Saved entries:
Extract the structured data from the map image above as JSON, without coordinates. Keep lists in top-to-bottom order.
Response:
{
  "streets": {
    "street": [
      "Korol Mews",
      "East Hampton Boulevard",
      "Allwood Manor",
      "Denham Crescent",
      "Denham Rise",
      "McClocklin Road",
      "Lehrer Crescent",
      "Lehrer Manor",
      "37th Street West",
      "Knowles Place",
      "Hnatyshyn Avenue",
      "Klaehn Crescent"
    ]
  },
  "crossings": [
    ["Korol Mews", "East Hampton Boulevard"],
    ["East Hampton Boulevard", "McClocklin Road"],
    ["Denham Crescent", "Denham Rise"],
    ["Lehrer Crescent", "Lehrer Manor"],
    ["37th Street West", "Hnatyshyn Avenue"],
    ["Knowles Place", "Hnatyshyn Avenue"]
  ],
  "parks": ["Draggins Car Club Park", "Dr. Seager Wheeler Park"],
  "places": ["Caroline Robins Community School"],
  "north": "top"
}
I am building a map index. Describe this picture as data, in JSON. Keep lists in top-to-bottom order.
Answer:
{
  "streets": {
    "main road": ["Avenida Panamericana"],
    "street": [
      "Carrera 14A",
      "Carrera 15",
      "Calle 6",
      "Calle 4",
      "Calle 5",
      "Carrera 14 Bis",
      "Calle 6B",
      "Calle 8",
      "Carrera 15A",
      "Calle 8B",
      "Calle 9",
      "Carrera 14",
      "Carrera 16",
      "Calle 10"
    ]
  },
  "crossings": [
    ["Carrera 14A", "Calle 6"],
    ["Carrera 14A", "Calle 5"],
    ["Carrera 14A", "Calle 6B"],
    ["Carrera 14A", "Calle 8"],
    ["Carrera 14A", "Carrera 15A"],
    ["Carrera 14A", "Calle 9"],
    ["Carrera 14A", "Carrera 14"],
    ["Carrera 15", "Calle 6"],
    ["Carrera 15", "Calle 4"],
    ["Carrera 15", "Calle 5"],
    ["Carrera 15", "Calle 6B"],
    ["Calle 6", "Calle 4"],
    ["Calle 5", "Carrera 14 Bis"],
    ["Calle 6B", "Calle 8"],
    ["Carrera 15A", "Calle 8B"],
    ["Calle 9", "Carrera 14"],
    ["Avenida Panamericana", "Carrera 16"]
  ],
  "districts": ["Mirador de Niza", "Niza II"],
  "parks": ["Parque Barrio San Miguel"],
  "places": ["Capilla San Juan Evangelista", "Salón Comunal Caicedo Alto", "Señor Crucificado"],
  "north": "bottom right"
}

> Task goal
Where a line in the entries holds the word "Avenue", copy that line.

> Exercise answer
      "Hnatyshyn Avenue",
    ["37th Street West", "Hnatyshyn Avenue"],
    ["Knowles Place", "Hnatyshyn Avenue"]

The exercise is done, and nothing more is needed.